WORK TO COMPLETE: Tally the lines of the data that include the word "none". Only the number is to be returned.
DATA TO EXAMINE: Begin
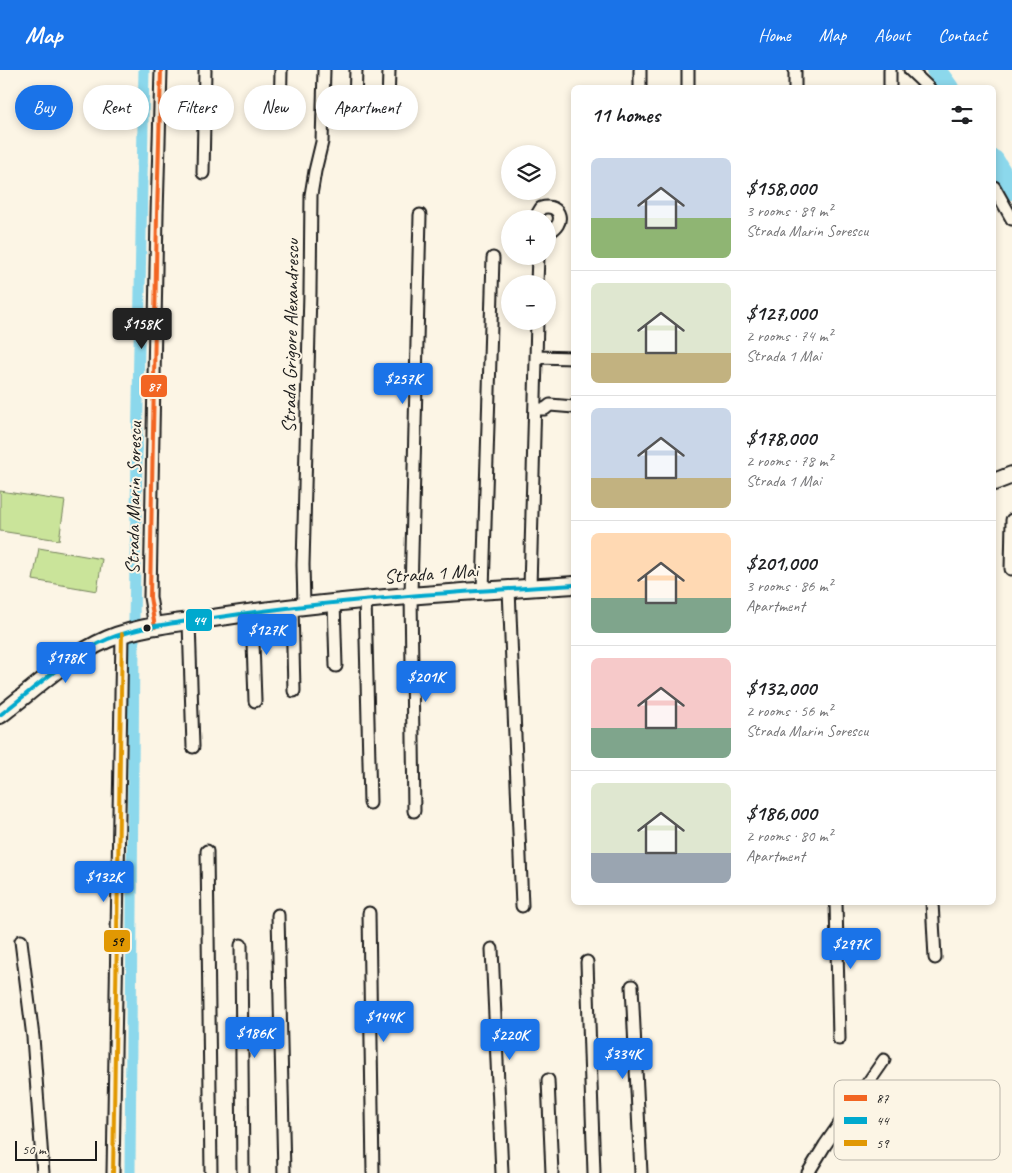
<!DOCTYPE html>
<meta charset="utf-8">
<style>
body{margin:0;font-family:Caveat,sans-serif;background:#f6f6f6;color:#202124;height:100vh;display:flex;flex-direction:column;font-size:19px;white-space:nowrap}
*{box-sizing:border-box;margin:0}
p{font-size:16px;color:#757577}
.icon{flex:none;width:28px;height:28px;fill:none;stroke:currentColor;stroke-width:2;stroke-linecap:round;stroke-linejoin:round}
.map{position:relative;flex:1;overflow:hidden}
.drawer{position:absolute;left:571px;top:15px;width:425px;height:820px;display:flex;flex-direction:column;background:#fff;border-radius:8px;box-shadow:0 2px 8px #0003}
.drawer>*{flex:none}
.guide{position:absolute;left:15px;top:15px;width:475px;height:45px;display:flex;gap:10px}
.controls{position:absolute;left:501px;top:75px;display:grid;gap:10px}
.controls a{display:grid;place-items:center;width:55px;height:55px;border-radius:50%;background:#fff;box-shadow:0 2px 8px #0003;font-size:25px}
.scale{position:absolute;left:15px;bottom:12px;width:82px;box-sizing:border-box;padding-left:5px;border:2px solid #1c1c1c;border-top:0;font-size:14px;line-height:18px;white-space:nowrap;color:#1c1c1c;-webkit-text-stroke:4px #fcf5e5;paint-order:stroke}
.price{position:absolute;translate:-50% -42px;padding:0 11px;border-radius:5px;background:#1a73e8;color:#fff;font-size:16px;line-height:32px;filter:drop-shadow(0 1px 2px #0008)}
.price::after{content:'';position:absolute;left:50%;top:30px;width:15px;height:11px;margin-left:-8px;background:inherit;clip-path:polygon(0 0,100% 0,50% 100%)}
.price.current{background:#222;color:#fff}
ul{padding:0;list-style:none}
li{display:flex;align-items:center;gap:15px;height:125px;padding:0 20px}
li+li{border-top:1px solid #e0e0e0}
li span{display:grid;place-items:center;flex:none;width:140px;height:100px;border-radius:8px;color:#555}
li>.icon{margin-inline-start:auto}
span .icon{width:60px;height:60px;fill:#fffc;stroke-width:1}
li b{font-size:21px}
h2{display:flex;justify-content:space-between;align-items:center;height:60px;padding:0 20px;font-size:21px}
.tag{padding:0 18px;border-radius:22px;background:#fff;box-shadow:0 2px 8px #0003;font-size:18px;line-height:45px}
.tag.current{background:#1a73e8;color:#fff}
header{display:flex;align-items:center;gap:30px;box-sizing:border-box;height:70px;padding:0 25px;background:#1a73e8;color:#fff}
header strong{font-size:24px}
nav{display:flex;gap:28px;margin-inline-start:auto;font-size:18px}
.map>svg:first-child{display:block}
.green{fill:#cae49a;stroke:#73805b}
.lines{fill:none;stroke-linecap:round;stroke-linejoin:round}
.canal{stroke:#8cd8ec;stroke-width:11}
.river{stroke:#8cd8ec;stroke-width:20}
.street-casing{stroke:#1c1c1c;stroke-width:15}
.secondary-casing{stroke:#1c1c1c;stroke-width:20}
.street{stroke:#fcf5e5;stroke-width:11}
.secondary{stroke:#fcf5e5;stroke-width:16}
.bus-1-casing{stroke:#fcf5e5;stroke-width:8}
.bus-2-casing{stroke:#fcf5e5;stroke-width:8}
.bus-3-casing{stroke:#fcf5e5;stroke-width:8}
.bus-1{stroke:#f26522;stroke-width:4}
.bus-2{stroke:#00a9ce;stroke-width:4}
.bus-3{stroke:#e19803;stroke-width:4}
.bus-dot{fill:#1c1c1c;stroke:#fcf5e5;stroke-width:2}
.labels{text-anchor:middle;stroke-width:4;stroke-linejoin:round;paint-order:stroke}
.street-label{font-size:20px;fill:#1c1c1c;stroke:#fcf5e5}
.key{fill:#fcf5e5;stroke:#b9b4a9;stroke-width:1}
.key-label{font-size:14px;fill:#1c1c1c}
.line-badge{stroke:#fcf5e5;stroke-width:2}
.badge-label{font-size:14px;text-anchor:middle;font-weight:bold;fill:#fff}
.pale-badge-label{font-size:14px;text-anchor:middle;font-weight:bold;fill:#111}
</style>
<header>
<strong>Map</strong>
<nav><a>Home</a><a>Map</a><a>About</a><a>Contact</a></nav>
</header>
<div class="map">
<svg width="1012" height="1103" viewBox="0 0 1012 1103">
<rect width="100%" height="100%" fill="#fcf5e5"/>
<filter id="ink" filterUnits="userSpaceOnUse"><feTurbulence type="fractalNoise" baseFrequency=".02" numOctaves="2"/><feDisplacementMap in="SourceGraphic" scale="10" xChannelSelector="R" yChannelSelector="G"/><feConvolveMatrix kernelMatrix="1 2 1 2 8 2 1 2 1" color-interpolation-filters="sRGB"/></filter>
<g filter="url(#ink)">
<!-- green -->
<path class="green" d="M0 421 65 431 59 470 0 461Z
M39 478 102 489 97 521 33 510Z"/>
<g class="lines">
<!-- canal -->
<path class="canal" d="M134 552 144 0
M130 1103 134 571"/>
<!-- river -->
<path class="river" d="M936 0 949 18
M994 90 1012 120"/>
<!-- street casing -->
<g class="street-casing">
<path id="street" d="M910 0 929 18
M640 18V0
M688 18V0
M795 18V0
M890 18V0
M355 35 356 0
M388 36 389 0
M280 48 281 0
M203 103 205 0
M994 117 1012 149
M538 149V143L541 138C562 132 566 156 548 162
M537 214 538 186
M536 287 574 288
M535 339H545L550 335 574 337
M1011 499 1012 450
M530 518 537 251
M509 519 522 836
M483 521 493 188
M365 528 370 733
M334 532 336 596
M304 535 303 495 310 222 311 125 315 101 322 72 324 0
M292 536 294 621
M252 542 255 631
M189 552 193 677
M155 557 150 527 157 144 161 0
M414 741 411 525 420 145
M207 781 211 1103
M836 832 839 969
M932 832 935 888
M369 843 373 1103
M278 845 284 1103
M21 871 33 967 43 1103
M241 875 243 1103
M492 879 502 1103
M587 892 594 1103
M632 916 641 1103
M548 1010 552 1103
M113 1103 122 564
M808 1103 825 1075 884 990"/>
</g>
<!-- secondary casing -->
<g class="secondary-casing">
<path id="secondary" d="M994 412 1012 405
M0 645C34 619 68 586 108 569 145 554 188 552 227 546 342 529 458 522 574 515"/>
</g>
<!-- street -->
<use href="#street" class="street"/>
<!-- secondary -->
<use href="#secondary" class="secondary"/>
<!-- bus-1 casing -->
<g class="bus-1-casing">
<path id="bus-1" d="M155 557 150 527 157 144 161 0"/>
</g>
<!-- bus-2 casing -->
<g class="bus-2-casing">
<path id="bus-2" d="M0 645C34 619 68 586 108 569 145 554 188 552 227 546 342 529 458 522 574 515"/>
</g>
<!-- bus-3 casing -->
<g class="bus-3-casing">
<path id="bus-3" d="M113 1103 122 564"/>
</g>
<!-- bus-1 -->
<use href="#bus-1" class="bus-1"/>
<!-- bus-2 -->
<use href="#bus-2" class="bus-2"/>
<!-- bus-3 -->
<use href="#bus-3" class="bus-3"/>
</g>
</g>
<!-- markers -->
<circle class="bus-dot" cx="147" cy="558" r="4.5"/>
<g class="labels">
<!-- street labels -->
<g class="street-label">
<text transform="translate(290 266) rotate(-89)" y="7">Strada Grigore Alexandrescu</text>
<text transform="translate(133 428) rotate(-89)" y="7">Strada Marin Sorescu</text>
<text transform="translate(431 503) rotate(-4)" y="7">Strada 1 Mai</text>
</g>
</g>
<!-- legend -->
<rect x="834" y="1010" width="166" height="80" rx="8" class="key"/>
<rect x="844" y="1025" width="23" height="6" fill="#f26522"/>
<rect x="844" y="1047" width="23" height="7" fill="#00a9ce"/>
<rect x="844" y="1070" width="23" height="6" fill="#e19803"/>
<g class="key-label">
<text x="876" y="1033">87</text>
<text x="876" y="1055">44</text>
<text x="876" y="1078">59</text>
</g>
<g class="line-badge">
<rect x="140" y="304" width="28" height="24" rx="5" fill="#f26522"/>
<rect x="185" y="538" width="28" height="24" rx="5" fill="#00a9ce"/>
<rect x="103" y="859" width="28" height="24" rx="5" fill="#e19803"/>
</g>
<g class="badge-label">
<text x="154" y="321">87</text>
<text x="199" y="555">44</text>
</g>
<g class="pale-badge-label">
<text x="117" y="876">59</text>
</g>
</svg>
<div class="controls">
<a><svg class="icon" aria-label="layers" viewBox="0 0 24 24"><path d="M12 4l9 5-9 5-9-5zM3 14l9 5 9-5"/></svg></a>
<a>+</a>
<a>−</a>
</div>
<div class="scale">50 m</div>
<b class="price current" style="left:142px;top:280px">$158K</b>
<b class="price" style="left:403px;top:335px">$257K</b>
<b class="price" style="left:267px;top:586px">$127K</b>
<b class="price" style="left:66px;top:614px">$178K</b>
<b class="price" style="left:426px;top:633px">$201K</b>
<b class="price" style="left:104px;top:833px">$132K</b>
<b class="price" style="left:851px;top:900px">$297K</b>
<b class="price" style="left:384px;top:973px">$144K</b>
<b class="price" style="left:255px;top:989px">$186K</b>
<b class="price" style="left:510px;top:991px">$220K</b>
<b class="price" style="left:623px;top:1010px">$334K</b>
<div class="guide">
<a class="tag current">Buy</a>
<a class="tag">Rent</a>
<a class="tag">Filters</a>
<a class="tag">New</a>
<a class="tag">Apartment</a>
</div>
<section class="drawer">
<h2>11 homes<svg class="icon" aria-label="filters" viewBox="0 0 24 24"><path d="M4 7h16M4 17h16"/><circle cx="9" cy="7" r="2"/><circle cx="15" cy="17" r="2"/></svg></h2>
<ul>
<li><span style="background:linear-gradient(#c9d6e8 60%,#8fb573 0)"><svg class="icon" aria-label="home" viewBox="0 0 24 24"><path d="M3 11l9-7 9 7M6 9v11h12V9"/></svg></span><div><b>$158,000</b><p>3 rooms · 89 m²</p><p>Strada Marin Sorescu</p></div></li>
<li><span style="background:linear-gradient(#dfe7d0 70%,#c2b280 0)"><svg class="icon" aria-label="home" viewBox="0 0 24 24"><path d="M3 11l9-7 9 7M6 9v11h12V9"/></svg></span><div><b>$127,000</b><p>2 rooms · 74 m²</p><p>Strada 1 Mai</p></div></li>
<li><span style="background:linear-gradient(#c9d6e8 70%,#c2b280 0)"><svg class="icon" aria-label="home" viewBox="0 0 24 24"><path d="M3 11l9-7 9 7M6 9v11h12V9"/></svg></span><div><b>$178,000</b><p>2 rooms · 78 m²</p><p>Strada 1 Mai</p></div></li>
<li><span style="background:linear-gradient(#ffd9b3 65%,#7fa58c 0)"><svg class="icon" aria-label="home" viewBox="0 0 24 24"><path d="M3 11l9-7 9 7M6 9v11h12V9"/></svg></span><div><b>$201,000</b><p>3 rooms · 86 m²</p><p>Apartment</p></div></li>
<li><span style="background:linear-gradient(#f6c9c9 70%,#7fa58c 0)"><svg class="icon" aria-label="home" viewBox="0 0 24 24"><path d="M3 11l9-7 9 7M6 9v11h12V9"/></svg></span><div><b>$132,000</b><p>2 rooms · 56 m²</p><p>Strada Marin Sorescu</p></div></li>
<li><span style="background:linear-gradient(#dfe7d0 70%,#9aa5b1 0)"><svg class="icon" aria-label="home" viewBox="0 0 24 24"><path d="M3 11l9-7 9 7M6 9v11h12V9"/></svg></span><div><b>$186,000</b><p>2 rooms · 80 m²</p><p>Apartment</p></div></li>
</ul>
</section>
</div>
DATA TO EXAMINE: End
WRITTEN RESPONSE: 5